National Consumer Cooperative Bank

Second Amendment 

Dated as of
December 28, 2004

to

NOTE PURCHASE AND UNCOMMITTED MASTER SHELF AGREEMENT

Dated as of December 28, 2001

Re: $55,000,000 6.99 % Senior Notes

Due December 28, 2006

	 	 	 	 	 	 	 
	 
	

	 	 
	 	 
	 	 

 

 

Second Amendment

     This Second Amendment dated as of December 28, 2004 (the or this “Second
Amendment”) to the Note Purchase and Uncommitted Master Shelf Agreement dated as of December 28,
2001 is between National Consumer Cooperative Bank (d/b/a/ National Cooperative Bank), a
banking corporation chartered pursuant to the National Consumer Cooperative Bank Act, as amended,
12 U.S.C. §§3001-3051 (the “Company”), and each of the institutions which is a signatory to this
Second Amendment (collectively, the “Noteholders”).

Recitals:

          A.      The Company and each of the Noteholders have heretofore entered into the Note
Purchase and Uncommitted Master Shelf Agreement dated as of December 28, 2001 (as
amended and in effect on the date hereof, the “Note Agreement”). The Company has heretofore
issued $55,000,000 of its 6.99 % Senior Notes Due December 28, 2006 (the “Notes”) pursuant
to the Note Agreement.

          B.      The Company and the Noteholders now desire to amend the Note Agreement in the
respects, but only in the respects, hereinafter set forth.

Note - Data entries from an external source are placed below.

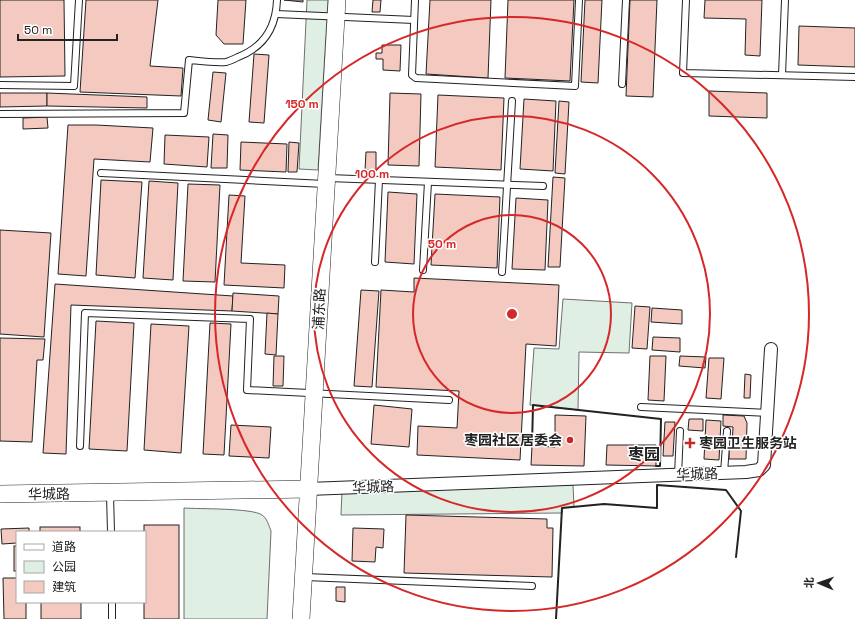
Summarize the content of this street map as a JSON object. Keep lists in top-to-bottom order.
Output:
{
  "streets": {
    "street": ["浦东路", "华城路"]
  },
  "crossings": [
    ["浦东路", "华城路"]
  ],
  "districts": ["枣园"],
  "places": {
    "other": ["枣园社区居委会"],
    "health": ["枣园卫生服务站"]
  },
  "legend": ["道路", "公园", "建筑"],
  "scale_bar": "50 m",
  "north": "left",
  "rings": ["150 m", "100 m", "50 m"]
}
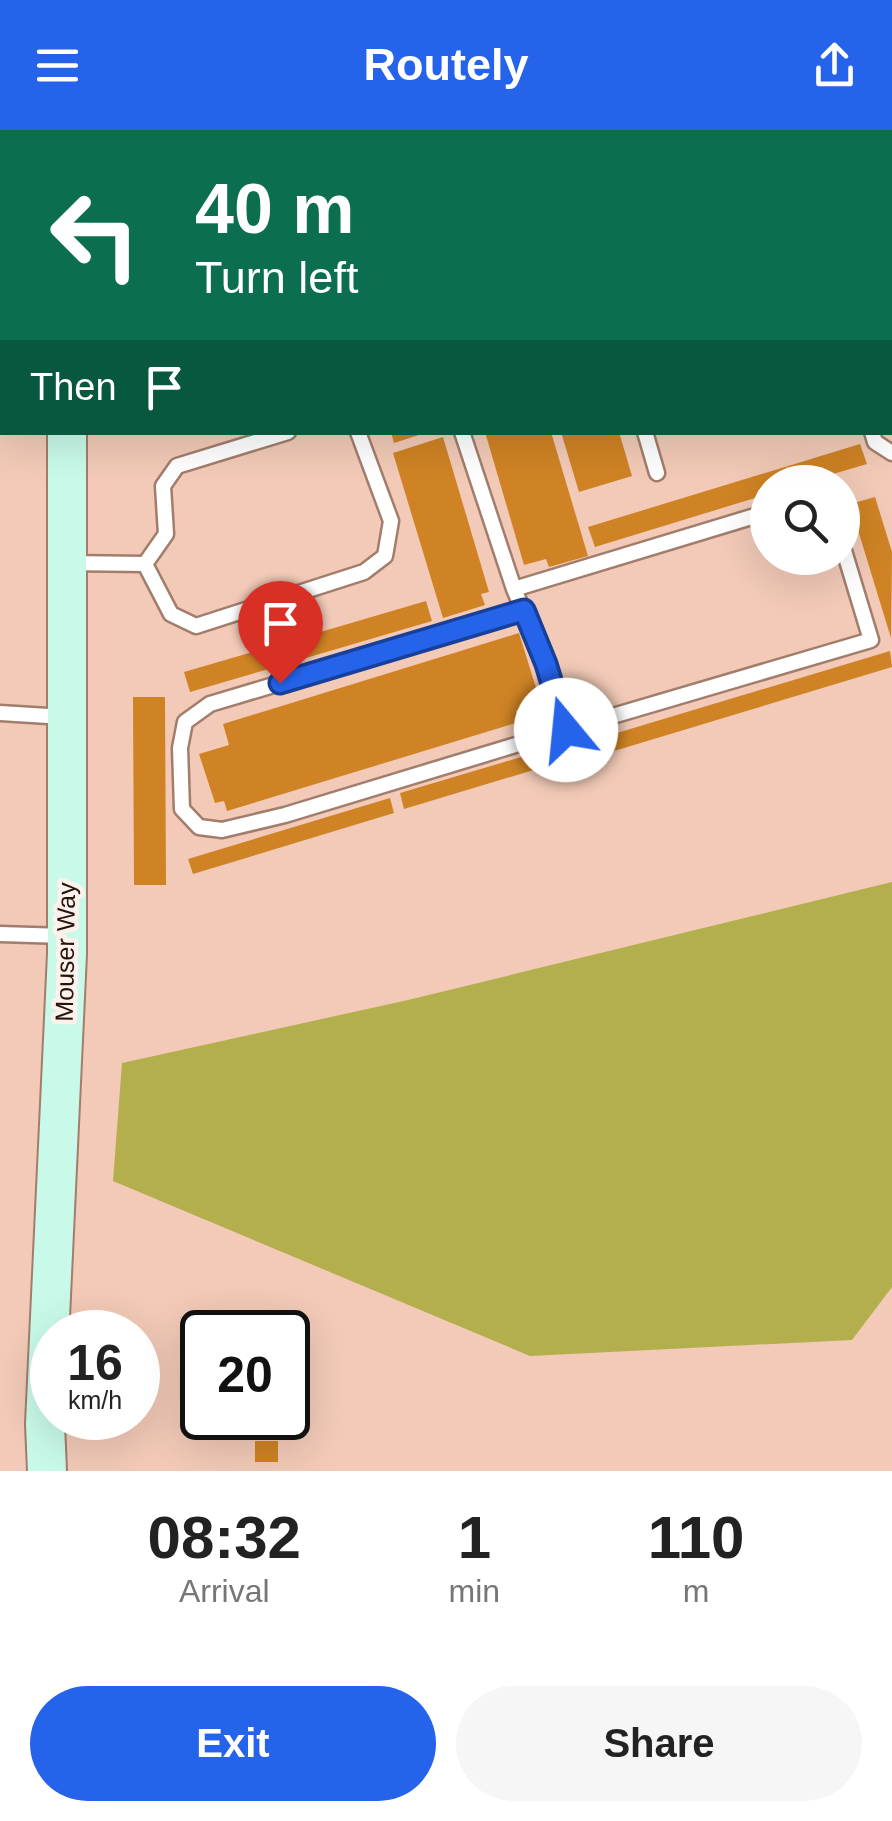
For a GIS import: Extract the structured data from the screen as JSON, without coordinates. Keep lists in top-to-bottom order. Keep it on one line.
{"streets":{"street":["Mouser Way"]},"page":{"header":"Routely","turn":["40 m","Turn left"],"then":"Then","speed":"16 km/h","limit":"20","eta":["08:32","Arrival","1","min","110","m"],"buttons":["Exit","Share"]}}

          C.      Capitalized terms used herein shall have the respective meanings ascribed thereto in
the Note Agreement unless herein defined or the context shall otherwise require.

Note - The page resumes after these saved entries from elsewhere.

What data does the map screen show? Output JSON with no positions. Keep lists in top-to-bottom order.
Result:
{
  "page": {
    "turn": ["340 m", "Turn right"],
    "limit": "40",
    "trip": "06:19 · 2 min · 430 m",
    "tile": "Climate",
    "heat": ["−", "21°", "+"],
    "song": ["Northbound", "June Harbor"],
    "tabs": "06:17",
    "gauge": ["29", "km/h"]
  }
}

          D.      All requirements of law have been fully complied with and all other acts and things
necessary to make this Second Amendment a valid, legal and binding instrument according to its
terms for the purposes herein expressed have been done or performed.

     Now, Therefore, upon the full and complete satisfaction of the conditions precedent
to the effectiveness of this Second Amendment set forth in Section 3.1 hereof, and in
consideration of good and valuable consideration the receipt and sufficiency of which is hereby
acknowledged, the Company and the Noteholders do hereby agree as follows:

Section 1.      Amendments.

          Section 1.1.      Paragraph 1B shall be and is hereby amended by deleting the reference
to “$30,000,000” appearing therein and replacing “$115,000,000” therefor.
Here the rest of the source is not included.